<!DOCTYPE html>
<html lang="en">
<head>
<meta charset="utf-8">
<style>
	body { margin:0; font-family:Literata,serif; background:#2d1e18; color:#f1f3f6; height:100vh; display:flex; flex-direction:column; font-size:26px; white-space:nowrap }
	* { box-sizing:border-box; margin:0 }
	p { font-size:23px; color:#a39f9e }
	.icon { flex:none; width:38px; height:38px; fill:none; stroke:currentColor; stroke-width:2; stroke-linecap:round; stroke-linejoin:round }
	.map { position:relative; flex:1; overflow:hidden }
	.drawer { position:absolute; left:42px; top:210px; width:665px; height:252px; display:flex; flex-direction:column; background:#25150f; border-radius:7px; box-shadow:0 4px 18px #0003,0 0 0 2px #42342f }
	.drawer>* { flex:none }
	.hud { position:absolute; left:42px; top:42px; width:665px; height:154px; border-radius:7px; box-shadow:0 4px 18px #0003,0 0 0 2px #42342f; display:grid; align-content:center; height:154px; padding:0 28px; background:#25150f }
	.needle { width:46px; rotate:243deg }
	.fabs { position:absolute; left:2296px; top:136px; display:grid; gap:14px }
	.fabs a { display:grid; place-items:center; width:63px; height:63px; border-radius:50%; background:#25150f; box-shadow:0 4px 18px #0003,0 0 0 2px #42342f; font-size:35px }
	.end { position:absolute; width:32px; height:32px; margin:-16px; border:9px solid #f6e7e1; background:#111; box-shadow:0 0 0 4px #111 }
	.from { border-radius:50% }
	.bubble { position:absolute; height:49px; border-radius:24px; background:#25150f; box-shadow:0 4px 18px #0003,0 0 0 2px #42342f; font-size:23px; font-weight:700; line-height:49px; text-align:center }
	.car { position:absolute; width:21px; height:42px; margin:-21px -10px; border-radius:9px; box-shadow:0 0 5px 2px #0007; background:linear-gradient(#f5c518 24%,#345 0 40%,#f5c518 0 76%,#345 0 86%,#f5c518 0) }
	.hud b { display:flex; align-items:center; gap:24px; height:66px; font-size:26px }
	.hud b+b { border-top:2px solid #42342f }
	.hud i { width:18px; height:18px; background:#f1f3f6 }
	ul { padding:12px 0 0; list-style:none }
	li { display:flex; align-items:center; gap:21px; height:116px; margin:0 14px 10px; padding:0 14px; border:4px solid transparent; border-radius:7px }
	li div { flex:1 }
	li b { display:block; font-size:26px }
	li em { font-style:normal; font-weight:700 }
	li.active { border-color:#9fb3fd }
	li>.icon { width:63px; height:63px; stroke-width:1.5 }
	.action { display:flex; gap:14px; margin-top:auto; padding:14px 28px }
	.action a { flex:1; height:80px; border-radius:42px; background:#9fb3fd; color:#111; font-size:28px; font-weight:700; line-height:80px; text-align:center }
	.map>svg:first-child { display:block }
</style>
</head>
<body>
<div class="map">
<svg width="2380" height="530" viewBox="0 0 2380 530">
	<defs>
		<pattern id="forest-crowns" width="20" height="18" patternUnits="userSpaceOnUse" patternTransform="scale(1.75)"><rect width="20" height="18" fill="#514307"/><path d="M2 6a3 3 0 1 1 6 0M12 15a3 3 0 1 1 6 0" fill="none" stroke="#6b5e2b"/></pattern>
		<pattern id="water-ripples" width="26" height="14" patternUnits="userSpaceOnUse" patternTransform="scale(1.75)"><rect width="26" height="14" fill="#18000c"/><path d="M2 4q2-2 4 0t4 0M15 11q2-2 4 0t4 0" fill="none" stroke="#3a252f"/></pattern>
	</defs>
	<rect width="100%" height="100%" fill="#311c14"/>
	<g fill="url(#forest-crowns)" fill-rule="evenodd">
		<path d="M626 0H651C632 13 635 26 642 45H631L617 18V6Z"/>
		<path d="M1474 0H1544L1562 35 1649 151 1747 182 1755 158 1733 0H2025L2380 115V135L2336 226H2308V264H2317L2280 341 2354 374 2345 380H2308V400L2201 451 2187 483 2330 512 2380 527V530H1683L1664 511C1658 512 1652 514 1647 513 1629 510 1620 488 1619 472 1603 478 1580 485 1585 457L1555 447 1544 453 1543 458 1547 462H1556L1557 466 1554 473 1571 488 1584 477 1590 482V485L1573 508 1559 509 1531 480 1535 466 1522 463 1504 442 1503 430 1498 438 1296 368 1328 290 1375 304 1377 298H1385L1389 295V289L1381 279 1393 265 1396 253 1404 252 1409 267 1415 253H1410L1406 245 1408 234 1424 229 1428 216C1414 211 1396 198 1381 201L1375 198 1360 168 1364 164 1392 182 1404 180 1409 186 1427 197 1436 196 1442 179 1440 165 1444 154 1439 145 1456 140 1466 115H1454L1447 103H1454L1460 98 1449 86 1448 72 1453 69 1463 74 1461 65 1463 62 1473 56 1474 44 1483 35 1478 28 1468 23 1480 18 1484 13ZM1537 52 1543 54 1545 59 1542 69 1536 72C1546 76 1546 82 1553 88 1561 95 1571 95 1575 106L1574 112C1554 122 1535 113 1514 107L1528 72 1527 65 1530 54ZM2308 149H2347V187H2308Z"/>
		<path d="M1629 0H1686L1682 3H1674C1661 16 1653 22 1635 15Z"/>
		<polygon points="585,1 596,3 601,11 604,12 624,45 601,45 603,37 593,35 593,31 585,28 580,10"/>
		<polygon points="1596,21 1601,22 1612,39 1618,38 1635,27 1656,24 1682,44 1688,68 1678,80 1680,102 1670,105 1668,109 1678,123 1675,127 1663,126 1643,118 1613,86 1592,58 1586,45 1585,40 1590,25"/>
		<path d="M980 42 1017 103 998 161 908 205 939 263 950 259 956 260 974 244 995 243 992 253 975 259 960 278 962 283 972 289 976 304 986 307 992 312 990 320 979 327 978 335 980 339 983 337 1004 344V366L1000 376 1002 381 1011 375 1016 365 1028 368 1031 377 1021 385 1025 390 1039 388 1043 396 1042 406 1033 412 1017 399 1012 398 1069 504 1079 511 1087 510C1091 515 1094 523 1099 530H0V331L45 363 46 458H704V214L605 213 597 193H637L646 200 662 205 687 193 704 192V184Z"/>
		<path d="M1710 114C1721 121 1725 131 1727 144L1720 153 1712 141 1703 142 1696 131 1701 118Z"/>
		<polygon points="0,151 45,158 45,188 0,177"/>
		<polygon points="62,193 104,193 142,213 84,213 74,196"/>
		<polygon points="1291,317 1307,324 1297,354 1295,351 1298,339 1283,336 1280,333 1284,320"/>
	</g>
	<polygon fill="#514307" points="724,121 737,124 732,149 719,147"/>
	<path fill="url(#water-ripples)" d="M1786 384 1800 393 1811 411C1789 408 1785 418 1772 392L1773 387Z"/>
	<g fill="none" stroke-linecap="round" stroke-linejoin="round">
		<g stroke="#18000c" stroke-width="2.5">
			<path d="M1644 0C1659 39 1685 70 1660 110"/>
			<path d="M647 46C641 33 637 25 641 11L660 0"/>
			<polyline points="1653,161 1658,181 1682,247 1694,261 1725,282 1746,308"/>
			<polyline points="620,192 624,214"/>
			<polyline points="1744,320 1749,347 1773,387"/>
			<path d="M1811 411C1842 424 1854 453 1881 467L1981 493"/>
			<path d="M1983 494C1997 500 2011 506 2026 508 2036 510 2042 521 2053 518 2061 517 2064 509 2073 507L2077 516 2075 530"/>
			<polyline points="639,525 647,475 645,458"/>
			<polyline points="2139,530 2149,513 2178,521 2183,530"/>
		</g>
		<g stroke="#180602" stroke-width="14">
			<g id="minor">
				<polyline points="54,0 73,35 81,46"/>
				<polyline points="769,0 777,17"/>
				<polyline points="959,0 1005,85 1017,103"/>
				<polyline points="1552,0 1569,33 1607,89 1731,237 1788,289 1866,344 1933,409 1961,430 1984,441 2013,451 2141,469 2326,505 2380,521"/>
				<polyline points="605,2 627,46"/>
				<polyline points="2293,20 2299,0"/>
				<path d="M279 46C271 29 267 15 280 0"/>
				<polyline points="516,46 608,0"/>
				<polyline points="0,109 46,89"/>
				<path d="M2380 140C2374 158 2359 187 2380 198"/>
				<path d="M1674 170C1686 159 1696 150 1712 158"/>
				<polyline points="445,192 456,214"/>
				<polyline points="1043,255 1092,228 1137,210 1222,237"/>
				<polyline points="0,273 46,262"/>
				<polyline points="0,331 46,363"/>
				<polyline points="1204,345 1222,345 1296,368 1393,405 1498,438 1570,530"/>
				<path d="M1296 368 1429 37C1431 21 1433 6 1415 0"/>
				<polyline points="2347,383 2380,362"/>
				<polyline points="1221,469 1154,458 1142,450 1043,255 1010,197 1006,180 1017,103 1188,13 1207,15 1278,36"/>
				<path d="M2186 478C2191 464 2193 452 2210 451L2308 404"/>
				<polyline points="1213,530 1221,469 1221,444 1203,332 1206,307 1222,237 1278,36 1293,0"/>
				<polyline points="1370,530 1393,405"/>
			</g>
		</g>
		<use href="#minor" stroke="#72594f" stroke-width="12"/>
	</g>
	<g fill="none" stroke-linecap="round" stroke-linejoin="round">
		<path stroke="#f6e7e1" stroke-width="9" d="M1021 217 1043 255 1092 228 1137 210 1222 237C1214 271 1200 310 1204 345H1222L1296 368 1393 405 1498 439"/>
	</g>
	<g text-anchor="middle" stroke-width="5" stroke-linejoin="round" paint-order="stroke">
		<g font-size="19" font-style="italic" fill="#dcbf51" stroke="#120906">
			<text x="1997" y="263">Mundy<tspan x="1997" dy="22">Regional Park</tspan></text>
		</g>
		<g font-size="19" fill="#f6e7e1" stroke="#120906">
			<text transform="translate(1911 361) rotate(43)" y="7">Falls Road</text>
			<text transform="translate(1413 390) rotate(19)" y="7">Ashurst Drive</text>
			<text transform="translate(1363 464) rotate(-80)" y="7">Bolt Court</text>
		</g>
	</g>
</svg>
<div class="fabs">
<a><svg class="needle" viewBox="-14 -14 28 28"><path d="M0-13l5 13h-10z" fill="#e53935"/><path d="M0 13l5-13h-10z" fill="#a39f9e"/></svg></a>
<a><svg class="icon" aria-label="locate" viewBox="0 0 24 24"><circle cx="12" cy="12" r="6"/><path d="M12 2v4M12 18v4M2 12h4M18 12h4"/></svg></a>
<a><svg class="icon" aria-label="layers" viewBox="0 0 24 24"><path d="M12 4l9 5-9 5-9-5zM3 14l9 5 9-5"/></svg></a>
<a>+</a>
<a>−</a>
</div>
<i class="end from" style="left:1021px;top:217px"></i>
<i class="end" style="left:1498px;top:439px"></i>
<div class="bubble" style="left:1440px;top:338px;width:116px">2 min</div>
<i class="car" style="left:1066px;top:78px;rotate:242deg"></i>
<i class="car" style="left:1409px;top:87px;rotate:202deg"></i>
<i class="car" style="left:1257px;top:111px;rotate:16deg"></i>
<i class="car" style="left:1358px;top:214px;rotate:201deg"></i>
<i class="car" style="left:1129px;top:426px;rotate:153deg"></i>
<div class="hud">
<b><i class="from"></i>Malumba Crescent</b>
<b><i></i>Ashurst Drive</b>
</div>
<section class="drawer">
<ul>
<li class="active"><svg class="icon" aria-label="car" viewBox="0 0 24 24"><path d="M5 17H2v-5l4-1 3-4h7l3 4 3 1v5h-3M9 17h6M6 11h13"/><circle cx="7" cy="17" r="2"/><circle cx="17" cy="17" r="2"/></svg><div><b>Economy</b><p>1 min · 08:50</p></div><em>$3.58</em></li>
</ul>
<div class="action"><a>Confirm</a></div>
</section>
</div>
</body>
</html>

= = = = = = =

» **The task**
If a line in the material above holds "fabs", copy it.

» **Written response**
	.fabs { position:absolute; left:2296px; top:136px; display:grid; gap:14px }
	.fabs a { display:grid; place-items:center; width:63px; height:63px; border-radius:50%; background:#25150f; box-shadow:0 4px 18px #0003,0 0 0 2px #42342f; font-size:35px }
<div class="fabs">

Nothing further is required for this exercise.